▶ [Exercise]:
Could you copy every line from the material below in which "Gartenweg" appears?

The data: Begin

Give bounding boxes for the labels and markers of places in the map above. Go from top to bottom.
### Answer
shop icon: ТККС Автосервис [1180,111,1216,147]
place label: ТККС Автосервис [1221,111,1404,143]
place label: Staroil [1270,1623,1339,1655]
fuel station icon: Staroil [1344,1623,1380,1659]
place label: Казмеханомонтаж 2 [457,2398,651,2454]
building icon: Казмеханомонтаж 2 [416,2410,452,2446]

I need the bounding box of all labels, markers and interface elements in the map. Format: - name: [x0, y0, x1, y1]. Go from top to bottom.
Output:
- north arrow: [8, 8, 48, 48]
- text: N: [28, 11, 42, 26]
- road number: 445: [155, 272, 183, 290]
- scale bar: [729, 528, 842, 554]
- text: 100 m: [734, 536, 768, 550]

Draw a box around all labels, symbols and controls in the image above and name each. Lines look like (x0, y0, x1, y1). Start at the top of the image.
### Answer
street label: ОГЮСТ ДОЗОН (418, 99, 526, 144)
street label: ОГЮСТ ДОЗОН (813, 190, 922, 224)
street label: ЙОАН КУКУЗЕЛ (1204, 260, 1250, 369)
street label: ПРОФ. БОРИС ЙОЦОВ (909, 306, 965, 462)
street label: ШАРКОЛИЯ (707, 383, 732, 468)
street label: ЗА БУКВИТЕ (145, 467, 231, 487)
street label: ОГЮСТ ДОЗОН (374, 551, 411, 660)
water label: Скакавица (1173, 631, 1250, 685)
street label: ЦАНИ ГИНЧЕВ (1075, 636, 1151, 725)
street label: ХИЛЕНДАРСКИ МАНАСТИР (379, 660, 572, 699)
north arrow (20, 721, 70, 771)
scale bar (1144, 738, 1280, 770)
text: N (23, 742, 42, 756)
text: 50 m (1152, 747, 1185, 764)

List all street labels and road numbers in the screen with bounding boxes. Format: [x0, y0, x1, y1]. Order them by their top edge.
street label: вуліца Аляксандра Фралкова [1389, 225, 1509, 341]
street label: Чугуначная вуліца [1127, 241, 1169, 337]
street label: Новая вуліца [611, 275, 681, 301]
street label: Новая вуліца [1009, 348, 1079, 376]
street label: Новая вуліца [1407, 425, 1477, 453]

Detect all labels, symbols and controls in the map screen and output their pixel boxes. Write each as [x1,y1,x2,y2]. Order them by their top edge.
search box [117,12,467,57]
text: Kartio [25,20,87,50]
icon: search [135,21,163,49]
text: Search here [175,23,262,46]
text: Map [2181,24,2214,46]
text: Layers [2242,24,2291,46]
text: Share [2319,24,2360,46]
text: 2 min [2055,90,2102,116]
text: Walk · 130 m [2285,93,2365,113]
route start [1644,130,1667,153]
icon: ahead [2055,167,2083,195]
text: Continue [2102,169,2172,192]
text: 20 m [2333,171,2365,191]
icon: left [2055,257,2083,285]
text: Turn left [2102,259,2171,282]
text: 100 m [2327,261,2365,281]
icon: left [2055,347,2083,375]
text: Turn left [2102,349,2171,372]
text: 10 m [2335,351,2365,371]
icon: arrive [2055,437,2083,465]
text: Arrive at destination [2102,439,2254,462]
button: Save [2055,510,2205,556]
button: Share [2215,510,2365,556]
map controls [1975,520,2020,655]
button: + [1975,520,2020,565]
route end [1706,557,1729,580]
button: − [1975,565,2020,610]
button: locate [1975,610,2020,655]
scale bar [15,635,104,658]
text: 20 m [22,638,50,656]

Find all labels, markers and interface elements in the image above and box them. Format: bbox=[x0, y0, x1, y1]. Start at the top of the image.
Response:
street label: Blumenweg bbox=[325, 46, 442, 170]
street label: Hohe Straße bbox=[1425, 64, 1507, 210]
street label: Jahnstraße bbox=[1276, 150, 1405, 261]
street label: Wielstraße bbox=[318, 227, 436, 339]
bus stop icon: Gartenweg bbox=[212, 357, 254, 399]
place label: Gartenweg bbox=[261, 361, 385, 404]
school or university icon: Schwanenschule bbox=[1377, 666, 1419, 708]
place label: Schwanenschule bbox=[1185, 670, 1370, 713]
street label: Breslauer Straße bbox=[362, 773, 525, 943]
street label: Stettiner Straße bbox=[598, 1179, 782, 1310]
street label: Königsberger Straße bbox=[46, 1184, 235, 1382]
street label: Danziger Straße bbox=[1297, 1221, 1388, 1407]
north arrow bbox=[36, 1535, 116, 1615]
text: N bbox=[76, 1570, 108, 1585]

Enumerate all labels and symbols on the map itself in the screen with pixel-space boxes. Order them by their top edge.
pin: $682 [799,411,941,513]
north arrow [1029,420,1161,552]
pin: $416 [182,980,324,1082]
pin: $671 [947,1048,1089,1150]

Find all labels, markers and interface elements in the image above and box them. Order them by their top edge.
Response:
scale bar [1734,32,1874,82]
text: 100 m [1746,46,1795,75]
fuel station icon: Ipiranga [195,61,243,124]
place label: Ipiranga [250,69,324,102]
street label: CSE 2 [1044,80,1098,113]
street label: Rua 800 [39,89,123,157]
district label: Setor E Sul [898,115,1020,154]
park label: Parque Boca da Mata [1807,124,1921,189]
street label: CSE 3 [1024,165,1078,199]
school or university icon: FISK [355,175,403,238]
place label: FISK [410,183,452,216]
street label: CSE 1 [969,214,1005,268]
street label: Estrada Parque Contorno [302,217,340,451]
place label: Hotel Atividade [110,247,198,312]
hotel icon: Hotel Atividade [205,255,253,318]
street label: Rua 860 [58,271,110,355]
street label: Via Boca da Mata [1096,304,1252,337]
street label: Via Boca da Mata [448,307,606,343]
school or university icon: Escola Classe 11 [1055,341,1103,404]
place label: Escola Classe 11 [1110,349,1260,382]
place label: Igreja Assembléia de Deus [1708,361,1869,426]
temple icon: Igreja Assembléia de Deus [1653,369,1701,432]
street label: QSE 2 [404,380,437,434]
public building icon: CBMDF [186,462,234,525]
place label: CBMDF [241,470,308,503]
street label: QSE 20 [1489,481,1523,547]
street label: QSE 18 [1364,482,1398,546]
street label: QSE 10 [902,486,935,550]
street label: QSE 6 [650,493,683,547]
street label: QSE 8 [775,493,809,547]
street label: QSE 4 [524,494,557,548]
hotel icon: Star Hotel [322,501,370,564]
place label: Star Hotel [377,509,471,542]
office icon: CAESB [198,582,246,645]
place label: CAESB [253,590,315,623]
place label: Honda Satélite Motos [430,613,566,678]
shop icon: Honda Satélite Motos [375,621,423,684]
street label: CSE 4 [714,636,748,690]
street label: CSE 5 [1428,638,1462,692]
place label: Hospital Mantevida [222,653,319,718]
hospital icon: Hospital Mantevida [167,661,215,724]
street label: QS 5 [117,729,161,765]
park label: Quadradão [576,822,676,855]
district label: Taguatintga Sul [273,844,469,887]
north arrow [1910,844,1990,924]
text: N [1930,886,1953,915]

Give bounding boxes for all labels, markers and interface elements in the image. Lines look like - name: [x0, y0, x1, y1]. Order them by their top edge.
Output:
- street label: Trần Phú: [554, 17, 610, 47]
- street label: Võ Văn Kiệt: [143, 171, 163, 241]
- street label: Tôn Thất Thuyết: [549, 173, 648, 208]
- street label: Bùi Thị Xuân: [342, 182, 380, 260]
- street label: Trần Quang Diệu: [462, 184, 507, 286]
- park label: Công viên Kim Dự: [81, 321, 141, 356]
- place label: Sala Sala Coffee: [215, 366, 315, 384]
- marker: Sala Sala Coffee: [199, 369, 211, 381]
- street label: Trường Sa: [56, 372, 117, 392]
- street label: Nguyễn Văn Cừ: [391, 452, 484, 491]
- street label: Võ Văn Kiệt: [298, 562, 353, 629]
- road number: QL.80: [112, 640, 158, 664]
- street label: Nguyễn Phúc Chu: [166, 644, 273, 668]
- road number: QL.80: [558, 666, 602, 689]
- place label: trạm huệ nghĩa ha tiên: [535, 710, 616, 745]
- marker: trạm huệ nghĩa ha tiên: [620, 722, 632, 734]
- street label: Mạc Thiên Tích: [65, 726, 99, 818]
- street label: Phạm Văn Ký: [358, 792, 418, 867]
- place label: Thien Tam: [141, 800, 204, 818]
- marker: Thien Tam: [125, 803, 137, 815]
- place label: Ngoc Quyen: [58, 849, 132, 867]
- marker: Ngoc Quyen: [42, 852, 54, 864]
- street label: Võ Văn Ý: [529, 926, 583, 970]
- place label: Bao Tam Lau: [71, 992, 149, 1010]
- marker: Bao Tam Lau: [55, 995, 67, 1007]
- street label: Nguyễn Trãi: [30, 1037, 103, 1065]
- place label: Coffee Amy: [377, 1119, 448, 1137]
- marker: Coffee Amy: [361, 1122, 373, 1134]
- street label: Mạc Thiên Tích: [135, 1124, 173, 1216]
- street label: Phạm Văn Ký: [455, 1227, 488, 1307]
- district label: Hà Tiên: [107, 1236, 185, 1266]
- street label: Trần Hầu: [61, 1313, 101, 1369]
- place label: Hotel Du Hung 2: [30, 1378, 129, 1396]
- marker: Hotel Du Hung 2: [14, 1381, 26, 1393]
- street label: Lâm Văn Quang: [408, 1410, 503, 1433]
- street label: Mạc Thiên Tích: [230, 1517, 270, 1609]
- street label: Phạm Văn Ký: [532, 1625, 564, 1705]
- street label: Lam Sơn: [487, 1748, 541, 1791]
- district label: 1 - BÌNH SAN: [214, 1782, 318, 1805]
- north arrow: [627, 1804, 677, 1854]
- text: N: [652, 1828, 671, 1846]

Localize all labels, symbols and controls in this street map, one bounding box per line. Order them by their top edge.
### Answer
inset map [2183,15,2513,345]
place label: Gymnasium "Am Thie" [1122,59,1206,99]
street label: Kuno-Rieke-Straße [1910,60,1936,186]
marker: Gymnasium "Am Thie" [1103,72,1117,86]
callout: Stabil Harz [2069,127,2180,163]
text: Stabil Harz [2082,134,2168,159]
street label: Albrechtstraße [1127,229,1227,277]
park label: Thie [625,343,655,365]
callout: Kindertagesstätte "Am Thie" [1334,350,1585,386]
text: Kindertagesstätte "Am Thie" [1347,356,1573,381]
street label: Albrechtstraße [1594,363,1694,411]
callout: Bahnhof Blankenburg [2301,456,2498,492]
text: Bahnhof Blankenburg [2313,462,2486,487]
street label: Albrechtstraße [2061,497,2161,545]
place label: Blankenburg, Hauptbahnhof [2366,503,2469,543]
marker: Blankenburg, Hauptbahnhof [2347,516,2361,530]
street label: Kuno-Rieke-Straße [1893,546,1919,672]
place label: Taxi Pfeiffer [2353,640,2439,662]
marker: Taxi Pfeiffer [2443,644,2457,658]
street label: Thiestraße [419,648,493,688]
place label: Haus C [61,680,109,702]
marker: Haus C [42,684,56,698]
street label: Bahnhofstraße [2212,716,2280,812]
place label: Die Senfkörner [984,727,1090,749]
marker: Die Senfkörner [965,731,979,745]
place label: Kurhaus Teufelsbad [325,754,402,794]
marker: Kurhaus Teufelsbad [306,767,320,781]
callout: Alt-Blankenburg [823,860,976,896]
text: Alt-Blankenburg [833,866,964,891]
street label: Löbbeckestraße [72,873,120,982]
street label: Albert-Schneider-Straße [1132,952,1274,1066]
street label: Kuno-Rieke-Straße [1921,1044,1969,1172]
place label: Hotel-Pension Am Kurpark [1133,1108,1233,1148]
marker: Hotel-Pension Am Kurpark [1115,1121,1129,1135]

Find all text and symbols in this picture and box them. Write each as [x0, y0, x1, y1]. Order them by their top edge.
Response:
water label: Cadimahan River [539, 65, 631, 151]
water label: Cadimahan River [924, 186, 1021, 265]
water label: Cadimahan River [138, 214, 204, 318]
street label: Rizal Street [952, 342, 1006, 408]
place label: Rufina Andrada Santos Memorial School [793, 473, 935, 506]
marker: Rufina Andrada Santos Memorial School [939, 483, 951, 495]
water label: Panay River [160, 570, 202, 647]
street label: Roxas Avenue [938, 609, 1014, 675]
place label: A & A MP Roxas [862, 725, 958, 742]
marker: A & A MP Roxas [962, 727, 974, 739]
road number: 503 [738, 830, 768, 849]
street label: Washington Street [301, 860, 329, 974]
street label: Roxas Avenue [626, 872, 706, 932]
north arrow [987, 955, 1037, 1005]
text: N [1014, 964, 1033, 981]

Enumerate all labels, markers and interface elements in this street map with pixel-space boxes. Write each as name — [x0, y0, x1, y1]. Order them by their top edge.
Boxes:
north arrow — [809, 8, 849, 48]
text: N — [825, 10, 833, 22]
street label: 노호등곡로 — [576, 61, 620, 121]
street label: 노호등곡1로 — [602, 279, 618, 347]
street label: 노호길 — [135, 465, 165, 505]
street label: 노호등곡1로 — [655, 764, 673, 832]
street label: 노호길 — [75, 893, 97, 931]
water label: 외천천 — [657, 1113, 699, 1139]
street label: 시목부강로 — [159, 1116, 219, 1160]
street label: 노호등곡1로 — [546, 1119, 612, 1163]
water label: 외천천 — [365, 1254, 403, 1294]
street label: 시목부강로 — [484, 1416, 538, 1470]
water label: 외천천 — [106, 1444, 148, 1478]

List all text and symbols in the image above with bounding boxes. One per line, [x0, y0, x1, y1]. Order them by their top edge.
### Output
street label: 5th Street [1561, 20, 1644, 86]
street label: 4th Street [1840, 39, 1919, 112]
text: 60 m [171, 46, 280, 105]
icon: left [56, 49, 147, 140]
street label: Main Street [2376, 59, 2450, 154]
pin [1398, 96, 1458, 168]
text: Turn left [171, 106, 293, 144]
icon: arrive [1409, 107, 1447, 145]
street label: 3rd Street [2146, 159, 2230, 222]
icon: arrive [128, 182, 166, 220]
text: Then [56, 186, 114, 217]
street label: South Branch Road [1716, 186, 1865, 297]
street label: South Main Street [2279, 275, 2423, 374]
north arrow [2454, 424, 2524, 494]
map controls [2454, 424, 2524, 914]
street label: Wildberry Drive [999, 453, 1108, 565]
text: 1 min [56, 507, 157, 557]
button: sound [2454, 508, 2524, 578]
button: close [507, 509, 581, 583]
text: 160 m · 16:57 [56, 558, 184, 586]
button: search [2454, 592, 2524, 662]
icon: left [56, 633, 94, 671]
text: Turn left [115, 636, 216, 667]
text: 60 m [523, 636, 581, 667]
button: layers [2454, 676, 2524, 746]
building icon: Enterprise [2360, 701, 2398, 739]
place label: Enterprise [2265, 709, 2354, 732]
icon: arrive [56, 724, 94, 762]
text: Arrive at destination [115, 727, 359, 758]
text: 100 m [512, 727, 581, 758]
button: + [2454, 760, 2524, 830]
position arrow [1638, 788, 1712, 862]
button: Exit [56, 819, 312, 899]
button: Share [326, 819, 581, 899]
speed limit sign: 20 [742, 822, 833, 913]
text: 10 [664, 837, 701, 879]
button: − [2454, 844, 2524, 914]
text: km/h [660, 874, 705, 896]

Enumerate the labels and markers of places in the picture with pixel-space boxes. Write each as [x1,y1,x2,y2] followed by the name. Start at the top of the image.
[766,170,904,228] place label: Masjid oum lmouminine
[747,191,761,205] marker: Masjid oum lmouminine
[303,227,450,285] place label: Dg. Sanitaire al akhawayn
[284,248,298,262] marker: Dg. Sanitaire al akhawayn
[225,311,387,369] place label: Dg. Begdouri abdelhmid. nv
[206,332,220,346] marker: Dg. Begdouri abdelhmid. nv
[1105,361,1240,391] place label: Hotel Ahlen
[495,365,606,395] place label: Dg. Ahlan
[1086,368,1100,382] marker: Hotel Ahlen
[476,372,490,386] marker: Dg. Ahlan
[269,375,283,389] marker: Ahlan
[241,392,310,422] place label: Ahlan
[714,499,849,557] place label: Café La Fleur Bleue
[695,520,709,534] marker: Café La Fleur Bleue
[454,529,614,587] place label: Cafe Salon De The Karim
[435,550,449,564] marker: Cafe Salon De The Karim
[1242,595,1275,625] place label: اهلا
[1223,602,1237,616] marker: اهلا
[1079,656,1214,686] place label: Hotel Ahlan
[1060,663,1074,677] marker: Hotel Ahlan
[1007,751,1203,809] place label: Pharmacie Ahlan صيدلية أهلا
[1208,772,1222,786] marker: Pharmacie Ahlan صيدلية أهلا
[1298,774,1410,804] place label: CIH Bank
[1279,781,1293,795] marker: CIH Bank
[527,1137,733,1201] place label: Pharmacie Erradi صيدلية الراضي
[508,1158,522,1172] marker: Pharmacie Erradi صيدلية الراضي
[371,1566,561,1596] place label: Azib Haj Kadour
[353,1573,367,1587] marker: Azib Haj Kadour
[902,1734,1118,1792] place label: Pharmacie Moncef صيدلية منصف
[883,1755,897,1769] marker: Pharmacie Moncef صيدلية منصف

The data: End

▶ [Answer box]:
bus stop icon: Gartenweg bbox=[212, 357, 254, 399]
place label: Gartenweg bbox=[261, 361, 385, 404]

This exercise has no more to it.